Headers work, but they come with repeated parsing, macro leakage, and fragile include boundaries. Modules aim to improve that.

export module math;

export int add(int a, int b) {
    return a + b;
}

Consumers import the module instead of including a header:

import math;

What changes in practice

• Macros do not leak across module boundaries the way headers can.
• Imports communicate dependency direction more cleanly than long include chains.
• Build-system support matters more than syntax here.

When modules help

• large codebases with expensive header graphs
• libraries that want clearer interfaces
• new components where build-system support is already available

When to be careful

• mixed toolchains
• older CI environments
• third-party dependencies that still assume header-only integration

Coroutines

Coroutines let a function suspend and resume, which is useful for async workflows and generators.

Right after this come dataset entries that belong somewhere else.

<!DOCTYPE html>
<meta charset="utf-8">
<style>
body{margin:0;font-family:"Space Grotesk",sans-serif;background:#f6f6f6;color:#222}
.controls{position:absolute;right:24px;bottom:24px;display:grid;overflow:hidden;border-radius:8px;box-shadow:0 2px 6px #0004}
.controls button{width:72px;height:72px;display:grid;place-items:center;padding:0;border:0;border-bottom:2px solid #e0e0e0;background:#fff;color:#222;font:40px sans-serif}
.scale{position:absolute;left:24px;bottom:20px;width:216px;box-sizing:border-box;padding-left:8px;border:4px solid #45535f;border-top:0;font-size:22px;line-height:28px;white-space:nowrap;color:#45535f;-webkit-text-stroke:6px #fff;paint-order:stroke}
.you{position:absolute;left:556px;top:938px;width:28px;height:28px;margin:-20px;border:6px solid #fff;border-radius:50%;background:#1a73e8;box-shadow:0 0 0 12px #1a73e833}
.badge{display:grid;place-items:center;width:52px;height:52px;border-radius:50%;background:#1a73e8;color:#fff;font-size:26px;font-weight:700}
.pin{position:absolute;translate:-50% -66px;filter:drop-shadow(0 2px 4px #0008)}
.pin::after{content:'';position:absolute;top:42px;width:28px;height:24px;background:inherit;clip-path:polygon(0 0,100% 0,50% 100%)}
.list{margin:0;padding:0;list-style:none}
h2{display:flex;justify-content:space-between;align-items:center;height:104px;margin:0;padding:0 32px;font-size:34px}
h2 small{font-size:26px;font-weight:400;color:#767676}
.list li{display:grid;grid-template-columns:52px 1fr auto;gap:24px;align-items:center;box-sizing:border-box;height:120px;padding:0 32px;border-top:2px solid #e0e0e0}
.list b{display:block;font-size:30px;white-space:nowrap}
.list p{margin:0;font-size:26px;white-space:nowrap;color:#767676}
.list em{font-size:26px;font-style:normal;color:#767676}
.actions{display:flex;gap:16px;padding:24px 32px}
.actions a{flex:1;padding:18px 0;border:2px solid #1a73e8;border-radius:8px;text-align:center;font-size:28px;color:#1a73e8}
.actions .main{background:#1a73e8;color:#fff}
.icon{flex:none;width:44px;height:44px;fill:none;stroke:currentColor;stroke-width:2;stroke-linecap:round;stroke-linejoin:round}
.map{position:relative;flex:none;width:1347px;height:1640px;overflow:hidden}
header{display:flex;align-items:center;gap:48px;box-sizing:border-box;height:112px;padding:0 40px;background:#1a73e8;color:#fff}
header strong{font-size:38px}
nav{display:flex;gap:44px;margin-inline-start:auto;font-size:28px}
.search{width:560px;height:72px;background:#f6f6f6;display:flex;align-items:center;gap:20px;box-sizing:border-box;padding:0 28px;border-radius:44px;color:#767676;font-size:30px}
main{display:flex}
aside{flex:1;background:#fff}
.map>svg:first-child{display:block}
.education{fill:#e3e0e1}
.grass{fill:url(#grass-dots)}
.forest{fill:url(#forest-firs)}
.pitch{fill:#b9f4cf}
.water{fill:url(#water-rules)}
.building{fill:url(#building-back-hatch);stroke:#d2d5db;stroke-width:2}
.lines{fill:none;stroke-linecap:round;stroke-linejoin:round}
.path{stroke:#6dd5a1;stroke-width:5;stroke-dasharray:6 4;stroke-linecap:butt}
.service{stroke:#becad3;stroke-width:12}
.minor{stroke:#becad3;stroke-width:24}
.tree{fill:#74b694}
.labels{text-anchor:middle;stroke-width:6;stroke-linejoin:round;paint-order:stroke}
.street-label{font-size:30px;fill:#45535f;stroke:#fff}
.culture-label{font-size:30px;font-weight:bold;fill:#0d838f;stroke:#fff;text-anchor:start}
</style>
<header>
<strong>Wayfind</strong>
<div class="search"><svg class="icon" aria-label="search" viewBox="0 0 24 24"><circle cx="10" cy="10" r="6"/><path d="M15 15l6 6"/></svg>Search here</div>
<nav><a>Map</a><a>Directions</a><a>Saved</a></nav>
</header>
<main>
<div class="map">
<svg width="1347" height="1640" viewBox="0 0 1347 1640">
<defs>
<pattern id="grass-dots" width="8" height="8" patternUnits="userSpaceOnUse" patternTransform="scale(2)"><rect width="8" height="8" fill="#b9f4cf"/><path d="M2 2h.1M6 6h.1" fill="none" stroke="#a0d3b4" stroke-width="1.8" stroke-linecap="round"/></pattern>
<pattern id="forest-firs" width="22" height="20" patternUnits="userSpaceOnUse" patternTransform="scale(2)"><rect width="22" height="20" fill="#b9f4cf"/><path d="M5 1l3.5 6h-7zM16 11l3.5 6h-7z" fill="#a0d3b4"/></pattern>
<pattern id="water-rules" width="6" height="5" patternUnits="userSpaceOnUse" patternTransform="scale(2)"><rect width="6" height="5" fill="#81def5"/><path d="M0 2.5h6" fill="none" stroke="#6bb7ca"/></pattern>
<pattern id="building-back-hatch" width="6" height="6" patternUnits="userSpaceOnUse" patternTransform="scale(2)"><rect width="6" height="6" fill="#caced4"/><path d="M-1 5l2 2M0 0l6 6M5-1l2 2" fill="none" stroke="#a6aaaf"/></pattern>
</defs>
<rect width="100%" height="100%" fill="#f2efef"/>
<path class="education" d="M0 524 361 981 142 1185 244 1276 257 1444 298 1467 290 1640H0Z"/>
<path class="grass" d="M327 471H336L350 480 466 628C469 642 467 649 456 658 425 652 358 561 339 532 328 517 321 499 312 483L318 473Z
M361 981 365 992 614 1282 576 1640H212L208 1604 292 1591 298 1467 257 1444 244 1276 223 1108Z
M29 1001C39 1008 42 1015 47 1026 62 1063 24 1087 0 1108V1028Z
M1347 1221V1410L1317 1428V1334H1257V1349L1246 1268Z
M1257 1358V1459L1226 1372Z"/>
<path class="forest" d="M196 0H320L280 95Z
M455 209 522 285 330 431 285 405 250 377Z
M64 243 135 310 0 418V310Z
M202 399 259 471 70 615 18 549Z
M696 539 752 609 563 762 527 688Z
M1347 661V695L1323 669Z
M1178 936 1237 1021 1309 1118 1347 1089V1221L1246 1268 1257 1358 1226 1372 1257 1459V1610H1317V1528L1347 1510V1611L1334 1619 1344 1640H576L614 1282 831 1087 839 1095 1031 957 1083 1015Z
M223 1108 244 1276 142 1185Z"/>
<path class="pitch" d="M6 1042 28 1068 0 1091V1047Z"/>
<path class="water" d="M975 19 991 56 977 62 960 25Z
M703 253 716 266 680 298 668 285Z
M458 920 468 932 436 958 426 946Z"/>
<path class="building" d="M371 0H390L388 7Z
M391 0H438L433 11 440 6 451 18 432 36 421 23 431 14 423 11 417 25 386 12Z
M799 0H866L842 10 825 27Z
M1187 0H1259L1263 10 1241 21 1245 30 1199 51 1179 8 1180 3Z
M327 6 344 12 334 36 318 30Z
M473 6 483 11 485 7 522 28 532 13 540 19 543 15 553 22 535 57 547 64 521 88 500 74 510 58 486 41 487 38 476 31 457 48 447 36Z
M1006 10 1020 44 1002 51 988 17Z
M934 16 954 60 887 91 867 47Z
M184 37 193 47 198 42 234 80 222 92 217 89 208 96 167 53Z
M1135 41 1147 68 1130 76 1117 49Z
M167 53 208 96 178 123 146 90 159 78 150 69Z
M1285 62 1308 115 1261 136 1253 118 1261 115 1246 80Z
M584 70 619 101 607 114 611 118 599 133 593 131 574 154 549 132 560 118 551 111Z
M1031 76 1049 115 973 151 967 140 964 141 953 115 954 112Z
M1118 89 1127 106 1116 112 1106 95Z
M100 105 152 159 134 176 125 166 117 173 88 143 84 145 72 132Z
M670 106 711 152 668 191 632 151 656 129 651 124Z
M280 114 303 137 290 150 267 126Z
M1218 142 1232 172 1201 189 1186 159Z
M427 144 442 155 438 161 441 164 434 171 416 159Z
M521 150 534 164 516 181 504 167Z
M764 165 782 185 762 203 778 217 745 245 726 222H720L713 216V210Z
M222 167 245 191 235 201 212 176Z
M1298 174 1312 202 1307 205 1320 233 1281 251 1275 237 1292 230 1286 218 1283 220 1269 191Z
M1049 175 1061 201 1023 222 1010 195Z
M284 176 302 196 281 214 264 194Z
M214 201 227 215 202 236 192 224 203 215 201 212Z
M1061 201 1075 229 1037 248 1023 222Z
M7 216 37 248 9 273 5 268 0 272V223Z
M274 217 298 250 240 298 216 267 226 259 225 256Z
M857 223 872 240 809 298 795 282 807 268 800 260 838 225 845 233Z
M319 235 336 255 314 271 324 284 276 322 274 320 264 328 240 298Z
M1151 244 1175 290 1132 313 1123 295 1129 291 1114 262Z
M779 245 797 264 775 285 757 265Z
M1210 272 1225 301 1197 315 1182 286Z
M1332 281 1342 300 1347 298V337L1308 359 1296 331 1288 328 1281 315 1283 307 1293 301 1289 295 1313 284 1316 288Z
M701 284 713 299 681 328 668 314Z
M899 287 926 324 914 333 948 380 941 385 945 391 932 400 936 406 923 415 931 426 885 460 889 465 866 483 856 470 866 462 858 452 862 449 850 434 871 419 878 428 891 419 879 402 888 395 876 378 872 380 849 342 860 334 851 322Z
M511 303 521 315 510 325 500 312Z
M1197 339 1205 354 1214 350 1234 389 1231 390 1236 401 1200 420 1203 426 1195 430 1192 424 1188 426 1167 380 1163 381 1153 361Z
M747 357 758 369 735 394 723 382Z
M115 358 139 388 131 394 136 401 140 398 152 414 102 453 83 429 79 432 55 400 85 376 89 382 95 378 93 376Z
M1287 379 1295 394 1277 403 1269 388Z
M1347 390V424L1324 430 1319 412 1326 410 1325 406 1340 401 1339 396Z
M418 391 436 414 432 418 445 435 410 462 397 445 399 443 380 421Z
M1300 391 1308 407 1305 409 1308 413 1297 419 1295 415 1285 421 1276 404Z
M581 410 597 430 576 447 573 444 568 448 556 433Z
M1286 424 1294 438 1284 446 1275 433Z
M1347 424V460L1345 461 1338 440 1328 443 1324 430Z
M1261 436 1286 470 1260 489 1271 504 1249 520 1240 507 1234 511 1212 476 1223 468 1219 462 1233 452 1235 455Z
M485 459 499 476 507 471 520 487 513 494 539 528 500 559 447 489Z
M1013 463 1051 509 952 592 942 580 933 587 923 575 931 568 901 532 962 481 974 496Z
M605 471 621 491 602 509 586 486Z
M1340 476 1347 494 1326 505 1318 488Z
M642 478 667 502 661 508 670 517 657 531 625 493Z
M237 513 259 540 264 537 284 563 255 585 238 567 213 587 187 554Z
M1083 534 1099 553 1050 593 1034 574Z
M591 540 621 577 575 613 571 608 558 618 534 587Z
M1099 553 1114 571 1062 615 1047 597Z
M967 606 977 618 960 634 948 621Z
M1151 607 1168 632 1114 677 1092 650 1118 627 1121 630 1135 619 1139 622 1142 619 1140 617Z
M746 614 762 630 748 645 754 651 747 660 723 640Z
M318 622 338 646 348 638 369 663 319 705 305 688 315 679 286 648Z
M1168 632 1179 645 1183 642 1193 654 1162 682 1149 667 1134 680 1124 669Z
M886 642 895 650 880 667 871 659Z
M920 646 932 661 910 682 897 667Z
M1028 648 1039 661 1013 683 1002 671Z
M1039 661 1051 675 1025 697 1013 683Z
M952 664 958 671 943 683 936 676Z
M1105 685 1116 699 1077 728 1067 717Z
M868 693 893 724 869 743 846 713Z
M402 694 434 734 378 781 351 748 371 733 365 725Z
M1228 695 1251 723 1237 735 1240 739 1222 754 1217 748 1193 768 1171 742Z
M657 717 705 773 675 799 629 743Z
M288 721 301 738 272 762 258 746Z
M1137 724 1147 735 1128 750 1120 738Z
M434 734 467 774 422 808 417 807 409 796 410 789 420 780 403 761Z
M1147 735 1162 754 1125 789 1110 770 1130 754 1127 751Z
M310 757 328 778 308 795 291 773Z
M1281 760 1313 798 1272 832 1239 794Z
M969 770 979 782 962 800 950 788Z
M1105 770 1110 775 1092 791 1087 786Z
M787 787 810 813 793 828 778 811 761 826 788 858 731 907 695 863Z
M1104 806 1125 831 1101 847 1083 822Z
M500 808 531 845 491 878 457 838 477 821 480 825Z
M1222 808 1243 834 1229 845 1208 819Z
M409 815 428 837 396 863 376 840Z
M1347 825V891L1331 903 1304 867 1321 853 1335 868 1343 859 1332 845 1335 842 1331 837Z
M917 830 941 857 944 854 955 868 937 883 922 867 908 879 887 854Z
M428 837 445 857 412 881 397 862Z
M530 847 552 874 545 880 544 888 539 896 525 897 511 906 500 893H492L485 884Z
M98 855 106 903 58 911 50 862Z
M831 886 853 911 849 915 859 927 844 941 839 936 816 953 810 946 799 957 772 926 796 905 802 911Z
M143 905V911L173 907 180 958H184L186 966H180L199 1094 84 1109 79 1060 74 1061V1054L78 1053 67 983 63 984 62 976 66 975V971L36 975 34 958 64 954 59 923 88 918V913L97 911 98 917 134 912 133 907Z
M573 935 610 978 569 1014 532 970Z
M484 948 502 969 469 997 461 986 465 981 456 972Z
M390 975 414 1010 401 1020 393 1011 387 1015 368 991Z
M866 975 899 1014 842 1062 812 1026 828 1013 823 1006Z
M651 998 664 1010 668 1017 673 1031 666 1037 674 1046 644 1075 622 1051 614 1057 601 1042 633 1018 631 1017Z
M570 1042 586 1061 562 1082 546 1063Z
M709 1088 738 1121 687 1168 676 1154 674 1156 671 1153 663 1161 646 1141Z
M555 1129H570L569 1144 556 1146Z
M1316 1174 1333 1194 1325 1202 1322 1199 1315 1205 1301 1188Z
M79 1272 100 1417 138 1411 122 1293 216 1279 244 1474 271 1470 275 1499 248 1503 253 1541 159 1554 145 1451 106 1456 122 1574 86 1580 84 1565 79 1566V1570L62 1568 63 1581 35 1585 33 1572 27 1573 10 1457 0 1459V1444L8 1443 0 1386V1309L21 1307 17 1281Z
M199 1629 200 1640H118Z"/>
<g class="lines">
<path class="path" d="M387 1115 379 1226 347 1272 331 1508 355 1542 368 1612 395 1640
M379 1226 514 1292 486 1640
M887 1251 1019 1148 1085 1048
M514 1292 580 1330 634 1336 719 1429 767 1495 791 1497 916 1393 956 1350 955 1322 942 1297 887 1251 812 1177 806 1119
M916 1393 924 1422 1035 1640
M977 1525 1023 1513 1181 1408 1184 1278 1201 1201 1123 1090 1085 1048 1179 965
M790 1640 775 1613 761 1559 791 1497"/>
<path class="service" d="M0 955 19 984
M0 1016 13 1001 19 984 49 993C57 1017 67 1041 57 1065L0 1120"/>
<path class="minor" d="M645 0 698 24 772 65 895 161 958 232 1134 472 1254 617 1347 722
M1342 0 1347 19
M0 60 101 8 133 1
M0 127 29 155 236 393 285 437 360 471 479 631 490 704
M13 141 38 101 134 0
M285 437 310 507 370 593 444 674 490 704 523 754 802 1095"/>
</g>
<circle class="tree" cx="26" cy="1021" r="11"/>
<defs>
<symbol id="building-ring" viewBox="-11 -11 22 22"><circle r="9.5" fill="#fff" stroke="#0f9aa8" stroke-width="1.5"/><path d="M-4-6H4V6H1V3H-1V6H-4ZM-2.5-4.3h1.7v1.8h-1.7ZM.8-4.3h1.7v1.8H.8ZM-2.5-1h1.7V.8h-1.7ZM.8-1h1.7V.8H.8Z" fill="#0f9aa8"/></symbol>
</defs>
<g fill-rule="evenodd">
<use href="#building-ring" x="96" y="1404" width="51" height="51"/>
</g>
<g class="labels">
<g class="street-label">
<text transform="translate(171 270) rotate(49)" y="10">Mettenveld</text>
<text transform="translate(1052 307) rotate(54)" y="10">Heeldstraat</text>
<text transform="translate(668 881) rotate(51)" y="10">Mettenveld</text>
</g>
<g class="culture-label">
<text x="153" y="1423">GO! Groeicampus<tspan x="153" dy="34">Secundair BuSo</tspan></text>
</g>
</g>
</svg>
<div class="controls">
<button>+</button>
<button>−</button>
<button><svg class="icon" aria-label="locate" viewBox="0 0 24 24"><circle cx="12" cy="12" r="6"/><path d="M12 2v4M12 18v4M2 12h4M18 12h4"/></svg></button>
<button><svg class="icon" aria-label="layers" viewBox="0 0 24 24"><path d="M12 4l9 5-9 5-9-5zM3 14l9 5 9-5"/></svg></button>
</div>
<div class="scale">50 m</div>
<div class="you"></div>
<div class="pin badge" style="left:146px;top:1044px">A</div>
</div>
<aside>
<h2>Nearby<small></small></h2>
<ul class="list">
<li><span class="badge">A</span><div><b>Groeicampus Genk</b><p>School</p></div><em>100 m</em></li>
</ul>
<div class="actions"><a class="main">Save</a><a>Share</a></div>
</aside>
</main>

task<int> compute_answer() {
    co_return 42;
}

The language feature alone is low-level. In practice you use coroutines through an abstraction provided by a framework or library.

Generator-style coroutines

generator<int> countdown(int from) {
    while (from > 0) {
        co_yield from--;
    }
}

This is often the easiest coroutine shape to understand because each suspension point yields a sequence element.

The three keywords

• co_await: suspend until another awaitable completes
• co_yield: produce the next value in a sequence
• co_return: finish with a result

Adoption advice

Adopt modules when your compiler and build system support them well. Adopt coroutines when you already have a real async or generator abstraction to build on. Both are powerful, but neither is a "turn it on everywhere" feature.

Exercises

• Move a tiny helper library interface into a module sketch.
• Identify a generator-style loop in existing code and rewrite it as a coroutine pseudocode example.
• List the toolchain requirements you would need before adopting modules in a real project.